Mi piacerebbe celebrare la loro musica

attaverso i testi delle canzioni che nessuno

poù più ascoltare.

—Paolo W. Tamburella—

La tortura del silencio

     Carlos Fuentes expone en uno de sus relatos la necesidad de escuchar “la música de las palabras” en medio de un desastre social debido al consumo extremo. El protagonista de “El que inventó la pólvora” narra el horror experimentado al encontrarse con lo impensable tras la desintegración de su entorno: la dispersión de las letras impresas en los libros, cuya descripción es por demás patética:     

                       

                                                                                                  

 

 

 

                                                                                                

          La reflexión que resulta a partir de estas líneas es que, en medio del desastre, resurge en la humanidad la necesidad de un refugio estético como deseo de reestablecer un equilibrio con el medio. Este refugio no puede ser otro que la música, cuya manifestación más antigua es representada mediante el canto.  La melopea, en principio, como bien apuntaban los pitagóricos, no era otra cosa que magia. El fin principal de los cantos primitivos era interpelar a los dioses para obtener su protección o para comunicarles las necesidades humanas. Este principio reintegrador, que sirve para reencontrarnos con una armonía universal, aparentemente aislado de las actividades más pedestres parece no haber cambiado a pesar de los siglos.

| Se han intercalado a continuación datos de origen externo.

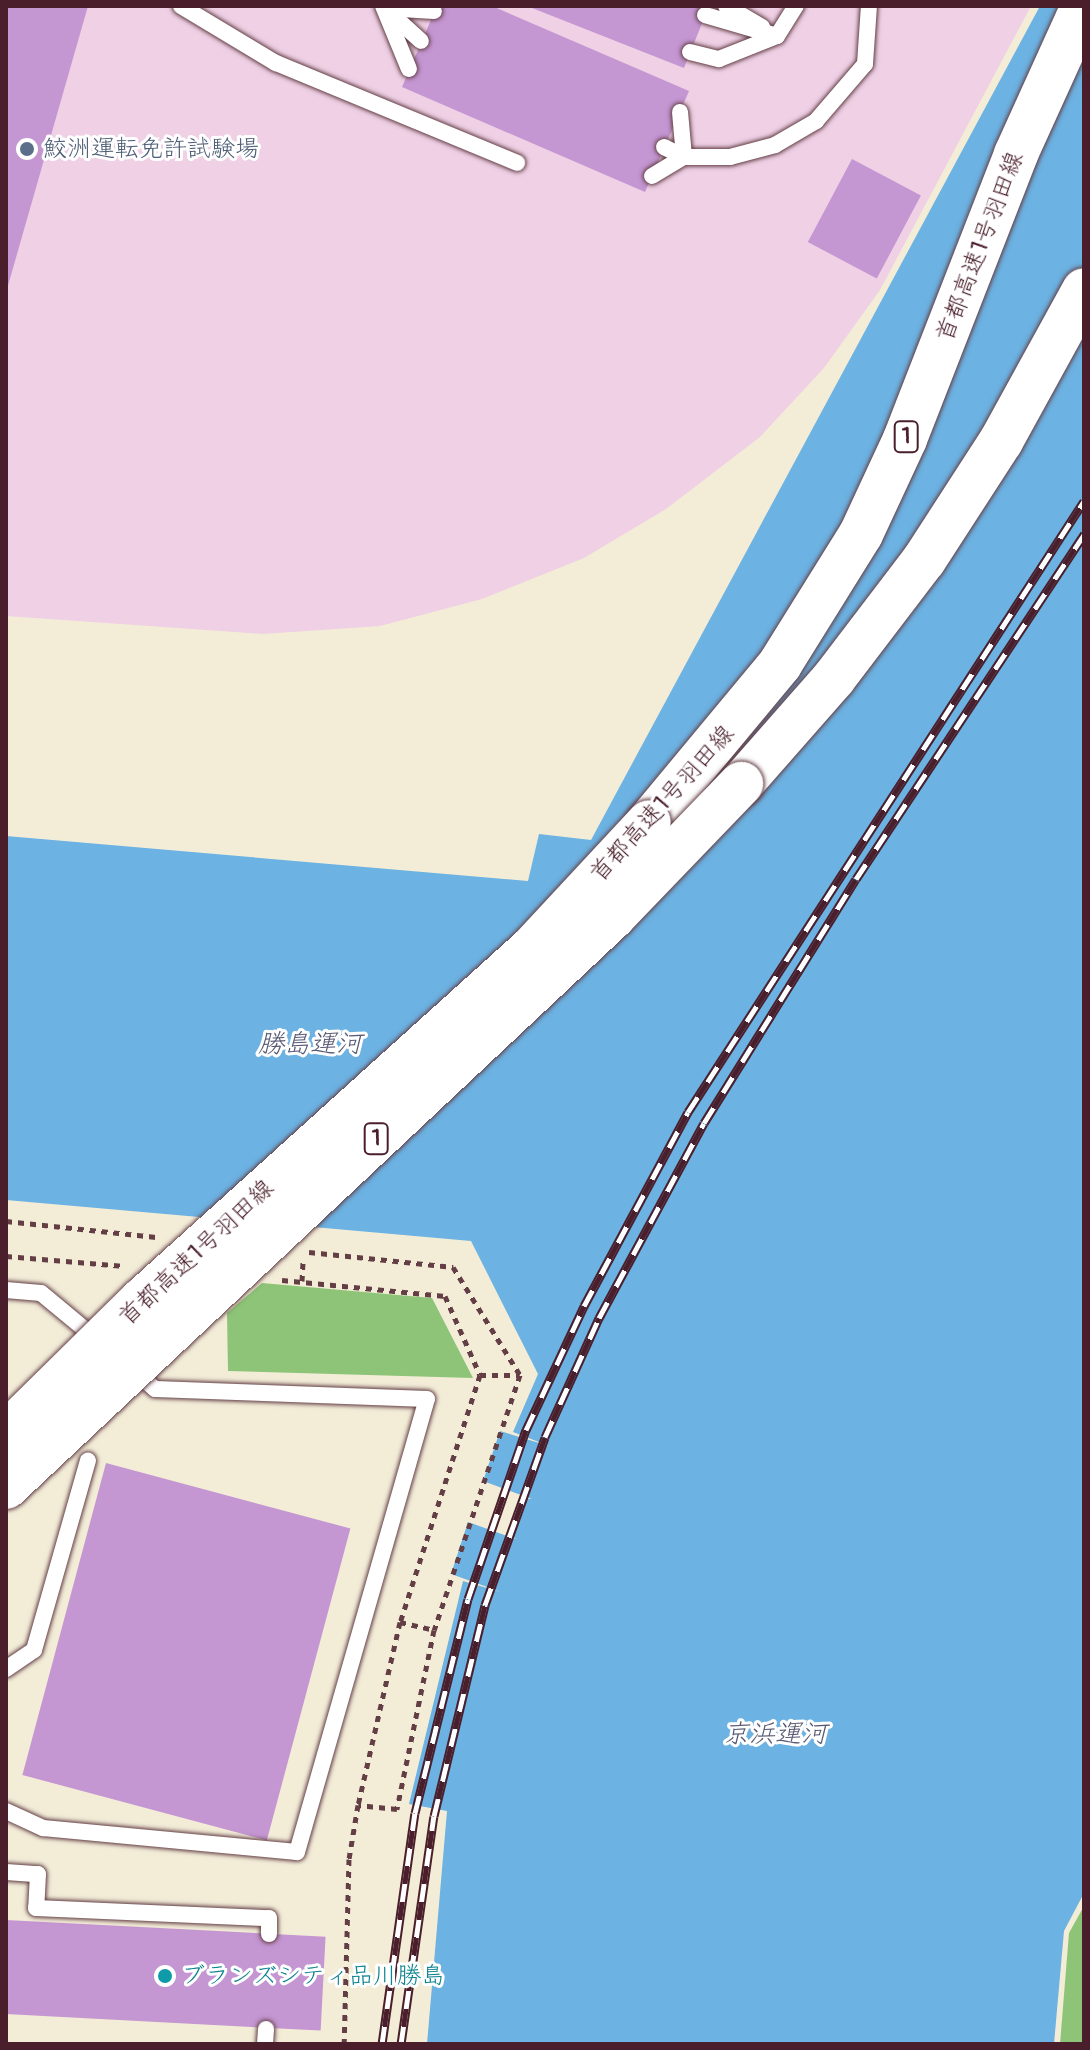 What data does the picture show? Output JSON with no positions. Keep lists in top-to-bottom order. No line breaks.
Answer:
{"streets":{"highway":["首都高速1号羽田線","1"]},"water":["勝島運河","京浜運河"],"places":["鮫洲運転免許試験場","ブランズシティ品川勝島"]} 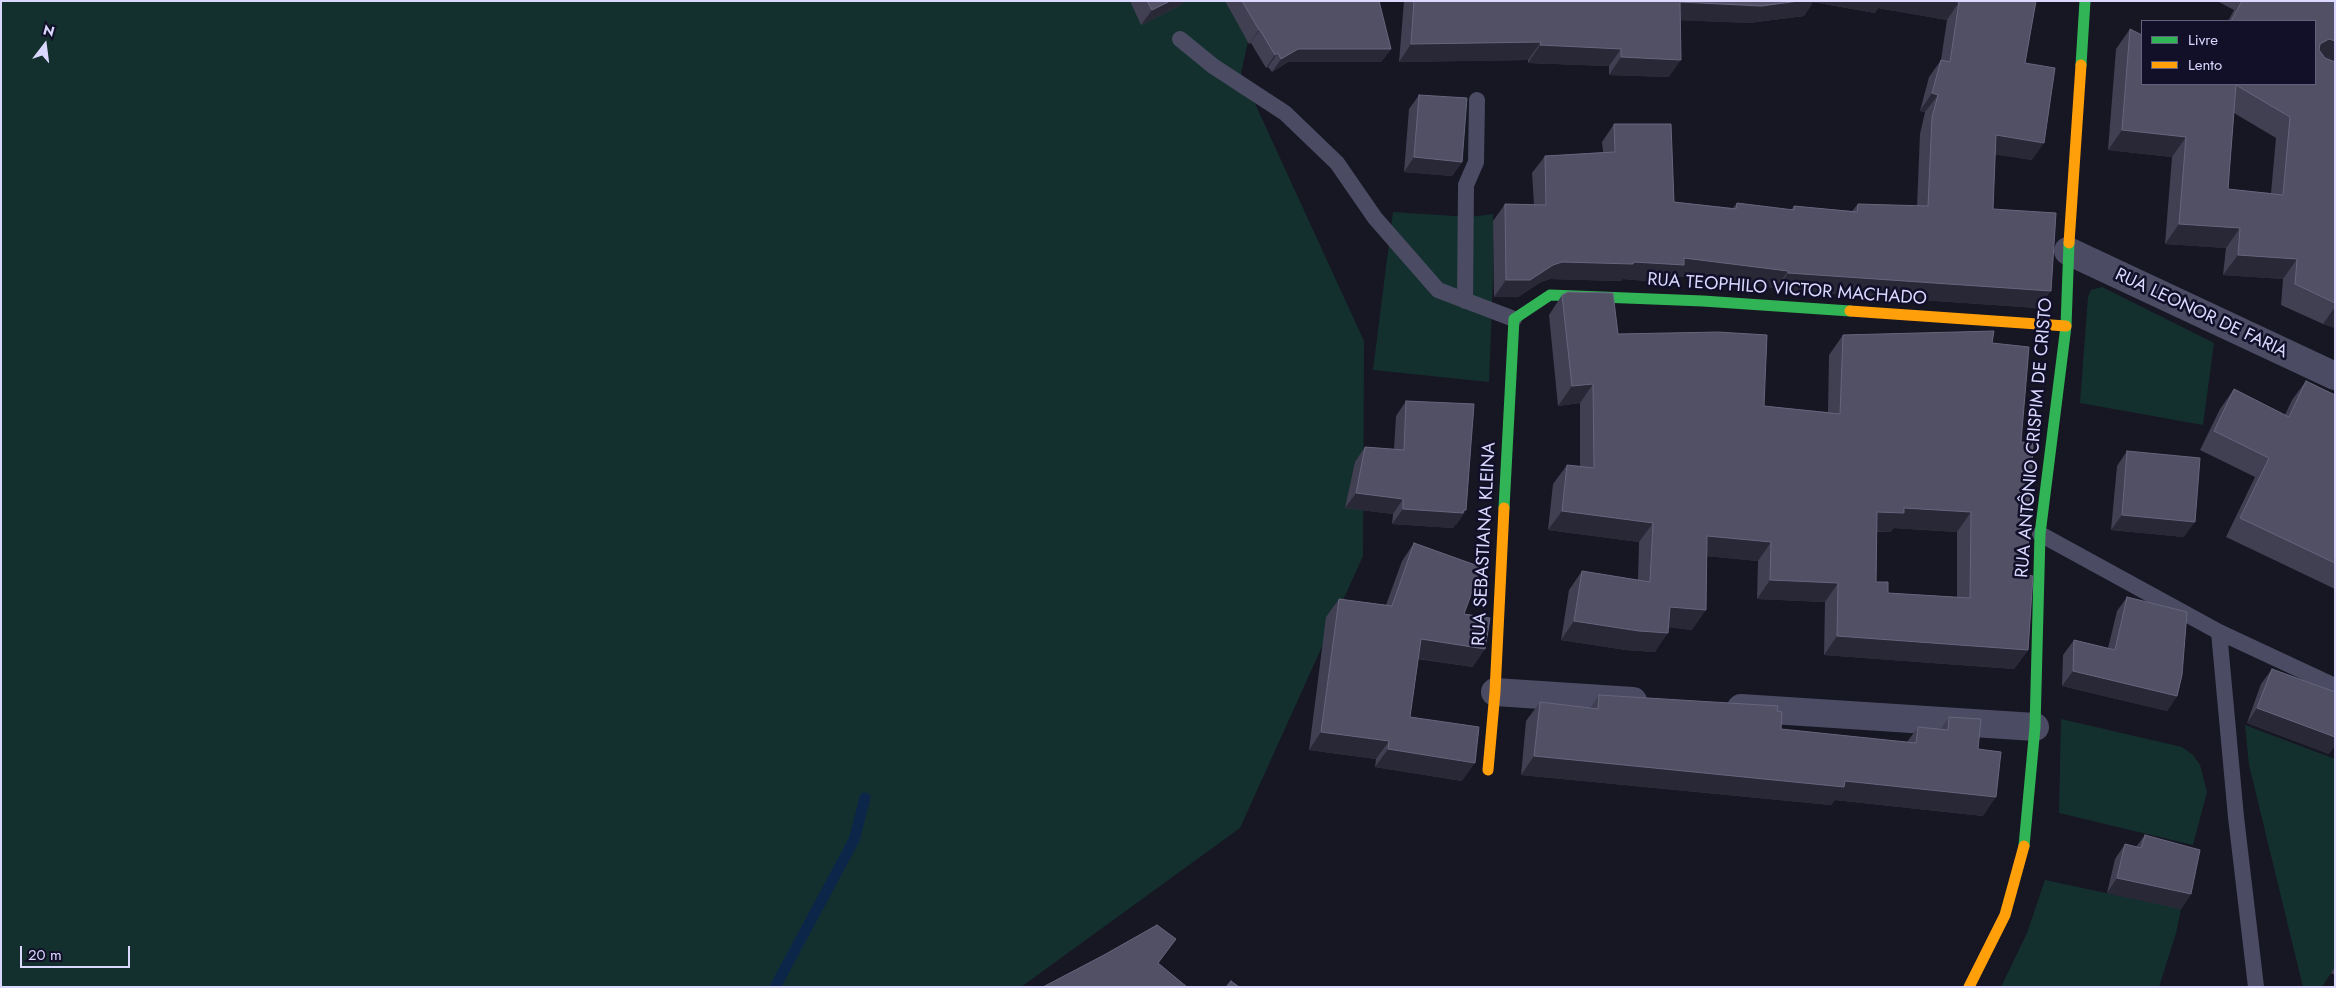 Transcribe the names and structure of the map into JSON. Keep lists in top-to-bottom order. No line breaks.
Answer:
{"streets":{"street":["RUA TEOPHILO VICTOR MACHADO","RUA LEONOR DE FARIA","RUA ANTÔNIO CRISPIM DE CRISTO","RUA SEBASTIANA KLEINA"]},"crossings":[["RUA TEOPHILO VICTOR MACHADO","RUA ANTÔNIO CRISPIM DE CRISTO"],["RUA TEOPHILO VICTOR MACHADO","RUA SEBASTIANA KLEINA"],["RUA LEONOR DE FARIA","RUA ANTÔNIO CRISPIM DE CRISTO"]],"legend":["Livre","Lento"],"scale_bar":"20 m","north":"top"}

          Es cierto que la música puede existir o no acompañada de palabras, pero es también cierto que el canto, además de ser “verdadero hechizo de la vida” como apuntaba el filósofo estagirita, citando a Museo,[2] no fue importante sólo por el simple deleite sino por ser clave en el desarrollo del ser humano. Ya desde la Edad Media los trovadores hacían uso de su voz para comunicar diversos sucesos históricos a la población cumpliendo con ello un papel social importantísimo. Se trataba entonces de una transmisión de memoria, de una difusión al alcance de todos los oyentes. Empero, no fue éste el ejemplo más notorio de habilidades artísticas en aquella época de iluminación espiritual. ¡Cuántas cantigas, jarchas, poemas épicos cuyas notaciones musicales hemos perdido debido al peso de la historia! Una de las disciplinas más fascinantes siempre será la del musicólogo que revive aquellas notas y nos muestra que los cantos que las acompañaban nos siguen tocando fibras sensibles, a pesar de los siglos.

 

       En la Modernidad, por contrario que parezca, se ha intentado buscar de nuevo esa musicalidad perdida de las palabras; fin último de los simbolistas. Volver al encuentro con lo más íntimo. Como decía Verlaine: “de la musique avant tout chose”. Incluso las Vanguardias, con toda su irreverencia, desfragmentaron las palabras en favor de su sonido. Lo que podría parecer un simple juego puede encarnar un significado más profundo: asimilar los sonidos de las bombas y la artillería, tal como lo hizo Tzara en sus poemas, no deja de ser un acto histórico y significativo.   Sin embargo, y a pesar de los distintos criterios expuestos por los críticos, cabe señalar que, en el contexto actual muy cercano a la distopía descrita por Fuentes, vale la pena retomar la discusión acerca de la importancia de la expresión musical en la vida del ser humano.

         

          Pensemos que, a pesar de dominar o no algún instrumento musical, desde que nacemos hemos tenido contacto con dicha magia auditiva: sería imposible, ojalá lo sea para la mayoría, imaginar que nuestra madre o algún familiar no nos haya arrullado con una “nana” logrando sumergirnos en la tranquilidad de un sueño profundo, lejos de este mundo. Asimismo, mientras crecemos, es común recordar numerosos juegos en los que estuviera involucrado un estribillo que tal vez aún logramos tararear, aunque quizá no lo hagamos con el mismo entusiasmo. Incluso, para algunas personas es imposible olvidar el asombro experimentado cuando a media misa irrumpía un órgano cuyas notas resonaban en las cavidades de una iglesia, y los cantos imponían una atmósfera teatral a aquella escena. De igual manera, pocas serán las celebraciones que no se vean acompañadas por alguna tonada que sitúe a los asistentes en una actitud de goce; e incluso casi todos los tediosos eventos oficiales no pueden ser celebrados sin algún acompañamiento auditivo.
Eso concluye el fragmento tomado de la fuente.